Exercise instructions:
Restate the entries word for word, omitting nothing.

━━━━━ Exercise inputs

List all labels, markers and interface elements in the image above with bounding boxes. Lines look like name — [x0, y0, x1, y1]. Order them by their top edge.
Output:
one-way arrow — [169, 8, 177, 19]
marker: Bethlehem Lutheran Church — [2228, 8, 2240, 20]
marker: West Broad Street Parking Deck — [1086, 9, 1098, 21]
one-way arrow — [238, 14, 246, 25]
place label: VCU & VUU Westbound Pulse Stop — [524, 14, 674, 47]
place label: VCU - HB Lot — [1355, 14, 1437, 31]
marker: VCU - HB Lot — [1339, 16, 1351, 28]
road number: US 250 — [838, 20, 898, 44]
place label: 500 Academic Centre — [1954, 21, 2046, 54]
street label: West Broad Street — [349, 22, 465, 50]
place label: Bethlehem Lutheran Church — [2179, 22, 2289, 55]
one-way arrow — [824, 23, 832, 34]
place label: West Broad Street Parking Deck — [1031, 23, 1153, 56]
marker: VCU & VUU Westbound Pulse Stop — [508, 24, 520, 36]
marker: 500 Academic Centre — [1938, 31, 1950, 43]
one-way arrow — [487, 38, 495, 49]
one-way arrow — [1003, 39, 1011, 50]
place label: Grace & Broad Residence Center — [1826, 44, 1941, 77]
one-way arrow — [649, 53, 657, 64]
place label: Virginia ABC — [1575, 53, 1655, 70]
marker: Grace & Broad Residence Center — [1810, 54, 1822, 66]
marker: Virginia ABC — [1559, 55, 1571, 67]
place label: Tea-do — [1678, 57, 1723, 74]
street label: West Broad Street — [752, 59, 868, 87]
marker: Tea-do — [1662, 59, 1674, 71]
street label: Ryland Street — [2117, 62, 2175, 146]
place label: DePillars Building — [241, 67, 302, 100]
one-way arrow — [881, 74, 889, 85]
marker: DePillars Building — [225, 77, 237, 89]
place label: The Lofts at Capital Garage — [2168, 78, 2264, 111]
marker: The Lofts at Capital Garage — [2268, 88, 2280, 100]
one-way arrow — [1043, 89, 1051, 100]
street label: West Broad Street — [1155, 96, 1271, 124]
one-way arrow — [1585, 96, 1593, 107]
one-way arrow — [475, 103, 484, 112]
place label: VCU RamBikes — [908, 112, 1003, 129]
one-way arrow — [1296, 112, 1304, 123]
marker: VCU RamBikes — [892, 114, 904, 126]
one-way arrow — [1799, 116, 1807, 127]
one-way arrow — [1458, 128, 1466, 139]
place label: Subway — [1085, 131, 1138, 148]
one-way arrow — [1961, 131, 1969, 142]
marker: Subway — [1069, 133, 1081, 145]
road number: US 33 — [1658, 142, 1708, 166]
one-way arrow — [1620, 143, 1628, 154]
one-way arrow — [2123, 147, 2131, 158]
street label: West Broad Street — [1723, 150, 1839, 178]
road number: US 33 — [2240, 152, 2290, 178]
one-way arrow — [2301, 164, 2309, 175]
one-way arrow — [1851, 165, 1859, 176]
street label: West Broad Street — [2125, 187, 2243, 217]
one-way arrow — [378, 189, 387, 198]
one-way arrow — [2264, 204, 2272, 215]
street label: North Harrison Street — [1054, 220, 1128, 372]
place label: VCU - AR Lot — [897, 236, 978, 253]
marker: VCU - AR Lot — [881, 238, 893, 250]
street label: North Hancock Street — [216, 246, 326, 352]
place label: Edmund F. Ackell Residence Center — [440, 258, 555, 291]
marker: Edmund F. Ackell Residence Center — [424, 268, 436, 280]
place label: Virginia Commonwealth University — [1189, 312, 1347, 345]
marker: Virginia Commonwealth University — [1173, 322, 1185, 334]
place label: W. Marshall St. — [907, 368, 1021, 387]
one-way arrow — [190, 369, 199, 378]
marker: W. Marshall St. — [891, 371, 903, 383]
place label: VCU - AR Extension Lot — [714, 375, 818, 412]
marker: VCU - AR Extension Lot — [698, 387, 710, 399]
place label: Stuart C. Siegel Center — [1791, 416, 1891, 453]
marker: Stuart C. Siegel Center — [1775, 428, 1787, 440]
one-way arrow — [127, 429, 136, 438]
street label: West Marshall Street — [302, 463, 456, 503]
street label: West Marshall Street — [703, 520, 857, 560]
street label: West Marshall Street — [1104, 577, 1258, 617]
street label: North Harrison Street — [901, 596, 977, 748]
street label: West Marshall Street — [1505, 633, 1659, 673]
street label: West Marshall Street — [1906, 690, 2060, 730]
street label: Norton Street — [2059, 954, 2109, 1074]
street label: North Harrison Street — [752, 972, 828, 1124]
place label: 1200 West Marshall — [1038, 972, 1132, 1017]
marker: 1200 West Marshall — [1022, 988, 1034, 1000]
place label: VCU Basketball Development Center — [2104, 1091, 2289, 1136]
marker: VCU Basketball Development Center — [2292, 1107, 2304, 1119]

━━━━━━━━━━

Exercise answer:
List all labels, markers and interface elements in the image above with bounding boxes. Lines look like name — [x0, y0, x1, y1]. Order them by their top edge.
Output:
one-way arrow — [169, 8, 177, 19]
marker: Bethlehem Lutheran Church — [2228, 8, 2240, 20]
marker: West Broad Street Parking Deck — [1086, 9, 1098, 21]
one-way arrow — [238, 14, 246, 25]
place label: VCU & VUU Westbound Pulse Stop — [524, 14, 674, 47]
place label: VCU - HB Lot — [1355, 14, 1437, 31]
marker: VCU - HB Lot — [1339, 16, 1351, 28]
road number: US 250 — [838, 20, 898, 44]
place label: 500 Academic Centre — [1954, 21, 2046, 54]
street label: West Broad Street — [349, 22, 465, 50]
place label: Bethlehem Lutheran Church — [2179, 22, 2289, 55]
one-way arrow — [824, 23, 832, 34]
place label: West Broad Street Parking Deck — [1031, 23, 1153, 56]
marker: VCU & VUU Westbound Pulse Stop — [508, 24, 520, 36]
marker: 500 Academic Centre — [1938, 31, 1950, 43]
one-way arrow — [487, 38, 495, 49]
one-way arrow — [1003, 39, 1011, 50]
place label: Grace & Broad Residence Center — [1826, 44, 1941, 77]
one-way arrow — [649, 53, 657, 64]
place label: Virginia ABC — [1575, 53, 1655, 70]
marker: Grace & Broad Residence Center — [1810, 54, 1822, 66]
marker: Virginia ABC — [1559, 55, 1571, 67]
place label: Tea-do — [1678, 57, 1723, 74]
street label: West Broad Street — [752, 59, 868, 87]
marker: Tea-do — [1662, 59, 1674, 71]
street label: Ryland Street — [2117, 62, 2175, 146]
place label: DePillars Building — [241, 67, 302, 100]
one-way arrow — [881, 74, 889, 85]
marker: DePillars Building — [225, 77, 237, 89]
place label: The Lofts at Capital Garage — [2168, 78, 2264, 111]
marker: The Lofts at Capital Garage — [2268, 88, 2280, 100]
one-way arrow — [1043, 89, 1051, 100]
street label: West Broad Street — [1155, 96, 1271, 124]
one-way arrow — [1585, 96, 1593, 107]
one-way arrow — [475, 103, 484, 112]
place label: VCU RamBikes — [908, 112, 1003, 129]
one-way arrow — [1296, 112, 1304, 123]
marker: VCU RamBikes — [892, 114, 904, 126]
one-way arrow — [1799, 116, 1807, 127]
one-way arrow — [1458, 128, 1466, 139]
place label: Subway — [1085, 131, 1138, 148]
one-way arrow — [1961, 131, 1969, 142]
marker: Subway — [1069, 133, 1081, 145]
road number: US 33 — [1658, 142, 1708, 166]
one-way arrow — [1620, 143, 1628, 154]
one-way arrow — [2123, 147, 2131, 158]
street label: West Broad Street — [1723, 150, 1839, 178]
road number: US 33 — [2240, 152, 2290, 178]
one-way arrow — [2301, 164, 2309, 175]
one-way arrow — [1851, 165, 1859, 176]
street label: West Broad Street — [2125, 187, 2243, 217]
one-way arrow — [378, 189, 387, 198]
one-way arrow — [2264, 204, 2272, 215]
street label: North Harrison Street — [1054, 220, 1128, 372]
place label: VCU - AR Lot — [897, 236, 978, 253]
marker: VCU - AR Lot — [881, 238, 893, 250]
street label: North Hancock Street — [216, 246, 326, 352]
place label: Edmund F. Ackell Residence Center — [440, 258, 555, 291]
marker: Edmund F. Ackell Residence Center — [424, 268, 436, 280]
place label: Virginia Commonwealth University — [1189, 312, 1347, 345]
marker: Virginia Commonwealth University — [1173, 322, 1185, 334]
place label: W. Marshall St. — [907, 368, 1021, 387]
one-way arrow — [190, 369, 199, 378]
marker: W. Marshall St. — [891, 371, 903, 383]
place label: VCU - AR Extension Lot — [714, 375, 818, 412]
marker: VCU - AR Extension Lot — [698, 387, 710, 399]
place label: Stuart C. Siegel Center — [1791, 416, 1891, 453]
marker: Stuart C. Siegel Center — [1775, 428, 1787, 440]
one-way arrow — [127, 429, 136, 438]
street label: West Marshall Street — [302, 463, 456, 503]
street label: West Marshall Street — [703, 520, 857, 560]
street label: West Marshall Street — [1104, 577, 1258, 617]
street label: North Harrison Street — [901, 596, 977, 748]
street label: West Marshall Street — [1505, 633, 1659, 673]
street label: West Marshall Street — [1906, 690, 2060, 730]
street label: Norton Street — [2059, 954, 2109, 1074]
street label: North Harrison Street — [752, 972, 828, 1124]
place label: 1200 West Marshall — [1038, 972, 1132, 1017]
marker: 1200 West Marshall — [1022, 988, 1034, 1000]
place label: VCU Basketball Development Center — [2104, 1091, 2289, 1136]
marker: VCU Basketball Development Center — [2292, 1107, 2304, 1119]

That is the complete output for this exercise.